自分は前者を追っているつもりだが、簡単な自己紹介の際にはセクシー系で済ませてきた。正直、これまではそれで大きく困ることもなかった。しかし、前述した探索的で創発的な分析の価値が問われる今、改めてデータサイエンスの本質を見つめ直したいと考えるようになった。

最新のAIトレンドを取り込み、“AI・データサイエンスと併記することで、「旬」を演出してきたように見えるデータサイエンス業界。そんな安易な道を選び続ければ、本来別分野として発展すべき技術領域まで吸収し、気がついた時には中身のない世界になっているのではないか。データの中に潜む構造を探り現象の本質に迫ろうとする知的探究の営み。それこそがデータ科学の核心であり、AIが発展する時代だからこそ、より一層大切にすべき価値なのではないだろうか。

来年に向けた想い

CIという法人は、幸いにもこれまでデータ分析に関する自分の経済活動の基盤として機能してきた。その方向性を今、「データの科学から、ディシジョンの科学へ」と刷新しようとしている。これはキャリアを通して追求したいテーマの選択であり、データサイエンスの旬に乗っかってきた、自分なりの一つの態度表明のつもりでもある。

根底には、データが持つ力への深い信頼がある。データは、人が重要な意思決定に直面した際、その葛藤を乗り越えるための確かな支えとなる。しかしその過程では、意思決定者の迷いや葛藤に寄り添える生身の存在も必要だと考えている。
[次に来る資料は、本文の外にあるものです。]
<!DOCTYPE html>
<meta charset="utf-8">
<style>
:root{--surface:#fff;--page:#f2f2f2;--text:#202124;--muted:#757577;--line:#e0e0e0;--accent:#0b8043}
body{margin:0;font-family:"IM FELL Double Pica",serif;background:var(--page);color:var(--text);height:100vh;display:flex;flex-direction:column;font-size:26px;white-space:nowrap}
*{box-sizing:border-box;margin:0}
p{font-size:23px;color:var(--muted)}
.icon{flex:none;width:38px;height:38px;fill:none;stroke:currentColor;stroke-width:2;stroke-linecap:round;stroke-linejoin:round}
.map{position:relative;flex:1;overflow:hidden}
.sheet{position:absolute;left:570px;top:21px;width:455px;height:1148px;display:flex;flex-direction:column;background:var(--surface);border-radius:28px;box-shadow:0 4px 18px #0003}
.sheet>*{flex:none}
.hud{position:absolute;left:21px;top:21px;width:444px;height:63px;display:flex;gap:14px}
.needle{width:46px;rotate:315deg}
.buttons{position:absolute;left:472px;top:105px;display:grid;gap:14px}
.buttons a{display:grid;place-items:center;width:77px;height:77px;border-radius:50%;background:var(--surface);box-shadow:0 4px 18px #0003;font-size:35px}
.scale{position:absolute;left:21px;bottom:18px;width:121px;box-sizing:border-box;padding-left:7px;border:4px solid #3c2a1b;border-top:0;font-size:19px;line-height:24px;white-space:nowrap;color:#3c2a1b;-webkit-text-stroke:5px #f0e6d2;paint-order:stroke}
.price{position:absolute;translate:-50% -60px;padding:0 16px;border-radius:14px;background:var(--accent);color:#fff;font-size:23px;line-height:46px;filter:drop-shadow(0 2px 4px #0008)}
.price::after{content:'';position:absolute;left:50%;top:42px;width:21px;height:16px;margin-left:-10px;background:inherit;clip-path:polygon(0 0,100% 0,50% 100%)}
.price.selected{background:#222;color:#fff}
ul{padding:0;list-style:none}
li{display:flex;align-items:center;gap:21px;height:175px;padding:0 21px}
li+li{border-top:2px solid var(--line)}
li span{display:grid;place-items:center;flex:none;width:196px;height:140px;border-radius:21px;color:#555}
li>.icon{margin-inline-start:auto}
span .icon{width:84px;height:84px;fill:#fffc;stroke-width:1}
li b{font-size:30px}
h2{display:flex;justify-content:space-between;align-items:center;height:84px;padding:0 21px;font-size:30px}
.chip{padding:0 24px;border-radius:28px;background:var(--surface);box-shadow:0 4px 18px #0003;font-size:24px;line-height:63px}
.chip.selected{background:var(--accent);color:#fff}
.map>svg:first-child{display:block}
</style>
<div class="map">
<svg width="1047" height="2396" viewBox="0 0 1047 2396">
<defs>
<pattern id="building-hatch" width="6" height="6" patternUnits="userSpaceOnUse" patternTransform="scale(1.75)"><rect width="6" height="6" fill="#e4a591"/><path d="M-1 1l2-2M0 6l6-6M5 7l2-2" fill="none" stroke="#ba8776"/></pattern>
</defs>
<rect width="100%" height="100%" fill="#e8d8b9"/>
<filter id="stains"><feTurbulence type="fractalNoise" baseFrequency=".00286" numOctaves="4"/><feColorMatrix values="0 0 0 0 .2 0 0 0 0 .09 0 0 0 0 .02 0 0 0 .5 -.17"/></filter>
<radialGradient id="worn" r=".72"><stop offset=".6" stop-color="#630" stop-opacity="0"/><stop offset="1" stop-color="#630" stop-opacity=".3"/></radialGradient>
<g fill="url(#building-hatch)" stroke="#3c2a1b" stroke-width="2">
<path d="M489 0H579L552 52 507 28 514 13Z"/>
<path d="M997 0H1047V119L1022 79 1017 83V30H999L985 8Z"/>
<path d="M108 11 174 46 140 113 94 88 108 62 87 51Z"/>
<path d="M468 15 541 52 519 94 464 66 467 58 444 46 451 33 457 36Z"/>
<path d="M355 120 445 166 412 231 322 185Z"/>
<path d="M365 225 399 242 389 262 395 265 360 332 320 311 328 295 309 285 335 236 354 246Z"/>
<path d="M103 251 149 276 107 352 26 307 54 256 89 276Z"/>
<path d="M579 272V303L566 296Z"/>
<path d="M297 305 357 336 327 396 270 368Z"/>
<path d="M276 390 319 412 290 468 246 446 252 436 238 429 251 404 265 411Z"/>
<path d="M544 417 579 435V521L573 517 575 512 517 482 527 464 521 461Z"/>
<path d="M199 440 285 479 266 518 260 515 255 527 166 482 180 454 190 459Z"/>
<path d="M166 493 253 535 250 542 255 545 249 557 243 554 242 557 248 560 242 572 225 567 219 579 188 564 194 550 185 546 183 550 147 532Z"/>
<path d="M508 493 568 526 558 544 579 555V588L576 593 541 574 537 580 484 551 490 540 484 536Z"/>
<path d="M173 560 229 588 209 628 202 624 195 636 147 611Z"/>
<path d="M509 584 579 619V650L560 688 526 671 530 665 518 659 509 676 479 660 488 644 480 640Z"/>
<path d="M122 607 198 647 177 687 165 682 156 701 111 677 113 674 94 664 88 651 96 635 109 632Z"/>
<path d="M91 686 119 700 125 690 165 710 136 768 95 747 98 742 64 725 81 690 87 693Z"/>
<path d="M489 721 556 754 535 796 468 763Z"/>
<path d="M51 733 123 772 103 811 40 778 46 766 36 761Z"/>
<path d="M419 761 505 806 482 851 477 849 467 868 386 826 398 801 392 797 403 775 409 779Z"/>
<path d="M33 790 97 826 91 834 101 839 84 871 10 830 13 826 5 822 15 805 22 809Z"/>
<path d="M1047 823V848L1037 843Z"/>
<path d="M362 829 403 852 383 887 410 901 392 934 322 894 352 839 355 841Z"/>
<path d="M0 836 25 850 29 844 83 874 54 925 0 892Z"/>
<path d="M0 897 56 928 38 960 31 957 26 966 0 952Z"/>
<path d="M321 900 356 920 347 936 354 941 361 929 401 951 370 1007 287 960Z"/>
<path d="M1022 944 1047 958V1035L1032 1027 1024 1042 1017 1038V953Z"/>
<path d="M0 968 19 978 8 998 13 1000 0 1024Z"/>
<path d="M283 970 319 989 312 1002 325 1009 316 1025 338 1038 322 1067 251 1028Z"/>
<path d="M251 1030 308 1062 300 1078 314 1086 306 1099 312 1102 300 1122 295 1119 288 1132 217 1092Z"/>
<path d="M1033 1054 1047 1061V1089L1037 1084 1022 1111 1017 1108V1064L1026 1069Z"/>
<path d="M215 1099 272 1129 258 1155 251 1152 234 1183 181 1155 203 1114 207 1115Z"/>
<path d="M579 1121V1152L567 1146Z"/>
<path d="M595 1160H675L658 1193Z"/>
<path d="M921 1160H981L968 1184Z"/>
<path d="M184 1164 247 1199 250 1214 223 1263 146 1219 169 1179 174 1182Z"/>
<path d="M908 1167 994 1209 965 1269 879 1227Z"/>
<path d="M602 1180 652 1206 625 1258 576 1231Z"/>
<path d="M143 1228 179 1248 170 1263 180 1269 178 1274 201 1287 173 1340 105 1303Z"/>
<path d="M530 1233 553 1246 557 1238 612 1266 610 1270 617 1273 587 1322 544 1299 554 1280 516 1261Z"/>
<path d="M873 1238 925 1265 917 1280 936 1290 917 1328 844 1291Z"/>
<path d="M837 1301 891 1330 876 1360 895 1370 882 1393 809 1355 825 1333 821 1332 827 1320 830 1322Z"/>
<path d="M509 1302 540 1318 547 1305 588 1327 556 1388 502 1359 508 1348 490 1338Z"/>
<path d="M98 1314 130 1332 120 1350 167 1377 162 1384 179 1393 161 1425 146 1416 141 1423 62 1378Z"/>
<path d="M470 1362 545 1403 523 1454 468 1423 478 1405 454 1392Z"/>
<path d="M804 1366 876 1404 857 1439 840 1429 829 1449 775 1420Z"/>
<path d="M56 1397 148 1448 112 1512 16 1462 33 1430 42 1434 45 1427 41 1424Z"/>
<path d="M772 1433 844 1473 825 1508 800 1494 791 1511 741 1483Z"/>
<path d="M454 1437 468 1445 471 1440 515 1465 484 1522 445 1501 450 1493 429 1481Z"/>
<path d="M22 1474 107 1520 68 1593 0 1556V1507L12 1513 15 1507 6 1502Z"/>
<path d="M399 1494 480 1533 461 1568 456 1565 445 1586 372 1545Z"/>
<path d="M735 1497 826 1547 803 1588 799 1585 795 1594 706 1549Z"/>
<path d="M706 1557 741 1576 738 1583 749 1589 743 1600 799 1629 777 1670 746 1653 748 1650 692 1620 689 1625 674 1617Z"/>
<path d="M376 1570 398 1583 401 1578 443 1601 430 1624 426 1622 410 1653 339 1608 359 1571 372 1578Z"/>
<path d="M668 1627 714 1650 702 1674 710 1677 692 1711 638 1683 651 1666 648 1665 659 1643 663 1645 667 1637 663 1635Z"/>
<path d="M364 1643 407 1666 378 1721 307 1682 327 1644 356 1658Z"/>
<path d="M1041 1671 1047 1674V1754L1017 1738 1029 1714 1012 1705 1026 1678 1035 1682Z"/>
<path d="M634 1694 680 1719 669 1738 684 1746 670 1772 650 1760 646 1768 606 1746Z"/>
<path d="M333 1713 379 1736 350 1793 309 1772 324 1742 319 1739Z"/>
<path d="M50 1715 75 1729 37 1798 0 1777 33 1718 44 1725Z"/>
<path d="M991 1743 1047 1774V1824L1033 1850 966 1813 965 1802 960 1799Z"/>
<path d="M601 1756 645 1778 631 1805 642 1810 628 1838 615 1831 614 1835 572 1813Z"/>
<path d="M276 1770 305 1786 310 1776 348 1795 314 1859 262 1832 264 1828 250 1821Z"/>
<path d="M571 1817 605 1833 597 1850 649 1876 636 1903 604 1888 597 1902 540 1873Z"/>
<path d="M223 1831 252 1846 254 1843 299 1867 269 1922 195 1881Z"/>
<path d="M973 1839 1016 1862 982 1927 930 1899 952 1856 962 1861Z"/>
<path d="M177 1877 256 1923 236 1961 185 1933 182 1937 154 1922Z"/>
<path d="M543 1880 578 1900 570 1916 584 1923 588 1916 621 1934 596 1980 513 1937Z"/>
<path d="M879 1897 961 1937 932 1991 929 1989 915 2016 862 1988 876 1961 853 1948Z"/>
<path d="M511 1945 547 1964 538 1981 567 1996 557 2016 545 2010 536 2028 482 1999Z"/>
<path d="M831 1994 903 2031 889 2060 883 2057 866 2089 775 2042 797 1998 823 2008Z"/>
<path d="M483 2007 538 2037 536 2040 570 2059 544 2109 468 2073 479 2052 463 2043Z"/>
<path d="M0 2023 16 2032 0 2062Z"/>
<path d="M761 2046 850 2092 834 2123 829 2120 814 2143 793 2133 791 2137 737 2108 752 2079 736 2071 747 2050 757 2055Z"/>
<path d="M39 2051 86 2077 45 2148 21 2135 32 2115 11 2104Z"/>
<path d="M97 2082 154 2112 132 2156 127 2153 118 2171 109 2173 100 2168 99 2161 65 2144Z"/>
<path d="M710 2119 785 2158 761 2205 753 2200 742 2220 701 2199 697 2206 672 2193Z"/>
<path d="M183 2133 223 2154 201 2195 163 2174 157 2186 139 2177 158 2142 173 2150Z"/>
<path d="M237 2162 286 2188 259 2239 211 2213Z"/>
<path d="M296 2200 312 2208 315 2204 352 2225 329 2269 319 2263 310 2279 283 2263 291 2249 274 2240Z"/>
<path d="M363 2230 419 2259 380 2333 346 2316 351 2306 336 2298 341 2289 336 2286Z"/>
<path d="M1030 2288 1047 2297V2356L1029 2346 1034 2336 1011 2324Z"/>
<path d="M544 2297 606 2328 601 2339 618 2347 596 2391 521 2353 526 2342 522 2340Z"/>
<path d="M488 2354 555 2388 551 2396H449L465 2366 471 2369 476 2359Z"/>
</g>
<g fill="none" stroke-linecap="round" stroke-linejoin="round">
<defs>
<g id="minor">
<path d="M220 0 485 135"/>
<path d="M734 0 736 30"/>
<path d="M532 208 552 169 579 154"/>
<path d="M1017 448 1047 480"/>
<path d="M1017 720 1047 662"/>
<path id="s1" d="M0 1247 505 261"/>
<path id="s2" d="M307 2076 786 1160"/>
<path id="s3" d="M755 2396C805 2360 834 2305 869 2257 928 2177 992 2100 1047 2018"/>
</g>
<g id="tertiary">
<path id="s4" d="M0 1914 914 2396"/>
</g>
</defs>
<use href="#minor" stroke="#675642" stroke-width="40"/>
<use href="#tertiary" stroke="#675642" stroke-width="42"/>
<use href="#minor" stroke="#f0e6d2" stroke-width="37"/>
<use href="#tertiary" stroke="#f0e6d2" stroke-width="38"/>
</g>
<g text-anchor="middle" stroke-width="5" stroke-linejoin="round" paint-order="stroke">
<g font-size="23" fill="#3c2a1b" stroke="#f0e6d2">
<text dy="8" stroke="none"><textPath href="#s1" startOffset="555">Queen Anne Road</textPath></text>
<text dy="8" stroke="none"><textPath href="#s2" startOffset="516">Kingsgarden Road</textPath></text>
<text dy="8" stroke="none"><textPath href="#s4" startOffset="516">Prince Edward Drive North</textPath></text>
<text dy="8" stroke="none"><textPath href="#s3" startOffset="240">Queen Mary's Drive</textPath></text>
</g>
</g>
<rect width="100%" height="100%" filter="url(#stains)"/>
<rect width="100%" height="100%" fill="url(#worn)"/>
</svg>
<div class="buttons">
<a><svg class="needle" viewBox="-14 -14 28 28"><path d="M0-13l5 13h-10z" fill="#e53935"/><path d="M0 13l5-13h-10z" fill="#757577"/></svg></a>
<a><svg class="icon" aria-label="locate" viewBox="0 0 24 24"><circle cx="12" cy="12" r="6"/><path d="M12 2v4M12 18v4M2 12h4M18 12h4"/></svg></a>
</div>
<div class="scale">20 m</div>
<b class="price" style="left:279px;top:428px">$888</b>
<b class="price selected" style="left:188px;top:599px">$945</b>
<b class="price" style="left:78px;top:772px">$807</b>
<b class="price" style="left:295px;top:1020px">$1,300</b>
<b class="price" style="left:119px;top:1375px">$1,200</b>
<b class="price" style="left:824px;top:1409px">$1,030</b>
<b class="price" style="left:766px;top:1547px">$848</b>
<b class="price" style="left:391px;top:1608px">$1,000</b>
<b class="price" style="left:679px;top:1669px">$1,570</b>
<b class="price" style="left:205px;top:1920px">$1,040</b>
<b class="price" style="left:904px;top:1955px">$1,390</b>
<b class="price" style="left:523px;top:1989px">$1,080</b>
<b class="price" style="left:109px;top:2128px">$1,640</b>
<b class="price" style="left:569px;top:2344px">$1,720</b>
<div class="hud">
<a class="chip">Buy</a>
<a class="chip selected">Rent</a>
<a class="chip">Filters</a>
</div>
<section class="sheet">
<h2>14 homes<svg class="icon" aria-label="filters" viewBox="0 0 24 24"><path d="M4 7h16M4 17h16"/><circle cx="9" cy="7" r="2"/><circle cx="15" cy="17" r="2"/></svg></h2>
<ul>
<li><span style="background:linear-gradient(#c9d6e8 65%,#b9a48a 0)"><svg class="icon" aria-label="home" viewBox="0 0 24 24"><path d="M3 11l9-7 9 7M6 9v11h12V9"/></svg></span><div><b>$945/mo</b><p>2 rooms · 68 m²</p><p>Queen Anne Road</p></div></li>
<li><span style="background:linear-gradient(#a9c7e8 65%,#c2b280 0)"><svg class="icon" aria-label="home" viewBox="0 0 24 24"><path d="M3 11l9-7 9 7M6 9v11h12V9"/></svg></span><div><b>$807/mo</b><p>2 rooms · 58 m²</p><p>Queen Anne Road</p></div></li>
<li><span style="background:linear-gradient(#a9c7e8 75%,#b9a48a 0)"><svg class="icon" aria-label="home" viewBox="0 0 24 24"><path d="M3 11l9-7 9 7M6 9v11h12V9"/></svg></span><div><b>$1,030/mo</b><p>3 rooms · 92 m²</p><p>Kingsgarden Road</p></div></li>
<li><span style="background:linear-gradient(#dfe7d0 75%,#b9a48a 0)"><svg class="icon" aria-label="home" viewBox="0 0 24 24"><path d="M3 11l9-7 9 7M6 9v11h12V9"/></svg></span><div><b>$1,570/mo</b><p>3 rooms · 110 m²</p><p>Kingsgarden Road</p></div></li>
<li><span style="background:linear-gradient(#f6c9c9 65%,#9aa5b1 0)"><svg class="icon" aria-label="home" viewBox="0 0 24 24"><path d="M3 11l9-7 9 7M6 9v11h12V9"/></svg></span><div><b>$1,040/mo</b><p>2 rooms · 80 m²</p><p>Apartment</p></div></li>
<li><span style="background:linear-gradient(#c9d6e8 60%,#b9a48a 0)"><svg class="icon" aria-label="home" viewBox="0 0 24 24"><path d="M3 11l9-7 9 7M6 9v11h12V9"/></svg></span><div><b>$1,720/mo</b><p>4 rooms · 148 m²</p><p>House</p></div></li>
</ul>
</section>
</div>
それはビジネスのパートナーかもしれないし、人生の友人かもしれない。この「人との関わり」という視点は、むしろAI時代だからこそ、より一層重要になると感じている。

同時に分析者としては、AIとの新しい関係構築も避けて通れない課題だと感じている。Nature Human Behaviourの最新の研究が示唆するように、AIとの対話は人間同士の対話とは本質的に異なる性質を持つ。特に知覚的、感情的、社会的判断において、AIとの相互作用は人間のバイアスを予想以上に増幅させる可能性がある。このため、分析者はAIを活用する際、忍耐強くメタ認知を働かせ、自身の判断プロセスを常に監視する必要がある。 

つまり、これからの分析者には二つの対話能力が求められる。一つは、意思決定者に寄り添い、その文脈を深く理解しながら支援する人間同士の対話能力。もう一つは、AIとの対話において適切な距離感を保ちながら、その可能性を最大限に活かす能力だ。人間とAI、それぞれの対話の特質を理解し、使い分けていく必要がある。 

人間と見分けがつかないほどの外見、流暢な言葉遣い、繊細な感情表現、そして記憶の再構築力を持つAIエージェントが登場しても、なお、生身の人間にしかできない役割があると信じている。誰かの重要な意思決定を支援できる分析者であるために。この思いを胸に来年も歩みを進めたい。